Mina vagante: Dr Wawrinka al servizio, Mr Stan in risposta

Dai numeri del 35enne svizzero, semifinalista a Doha, si evince una gran differenza di rendimento tra i propri turni di battuta e quelli in risposta. Ma “The Man”, pur non essendo quello del quadriennio 2013-2016, è ancora molto pericoloso. Ecco perché agli Aus Open tutti vorrebbero evitarlo nelle prime fasi

di | 13 gennaio 2020

Fino a poco tempo fa Stan Wawrinka era considerato uno dei pochissimi in grado di battere i Big Three in uno Slam. Arrivato alla fase finale della propria carriera, ci si chiede se sia ancora in grado di farlo e, magari, di tornare tra i primi dieci giocatori della classifica mondiale. Intanto ha aperto la stagione raggiungendo le semifinali a Doha.

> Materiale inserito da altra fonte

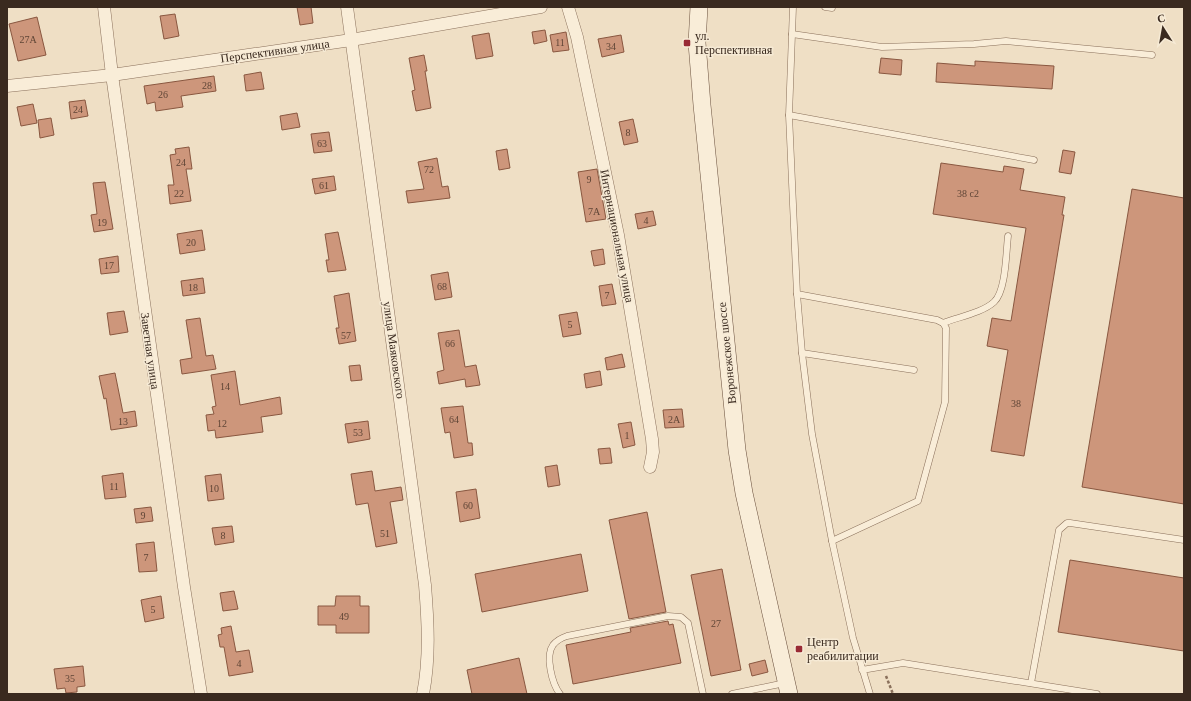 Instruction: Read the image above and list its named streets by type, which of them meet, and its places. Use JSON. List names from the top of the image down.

Nel 2019 gli è mancata la costanza, che non è mai stata il suo punto di forza, ma alcuni lampi palesati qua e là nel corso della stagione lasciano intendere che possa ancora avere qualche freccia nella propria faretra. Eccezionale per il trasferimento del peso del corpo in avanti e per la spinta nelle gambe pazzesca, i suoi fondamentali gli consentono di lasciare a metri dalla palla in diverse occasioni anche un fenomeno come Djokovic.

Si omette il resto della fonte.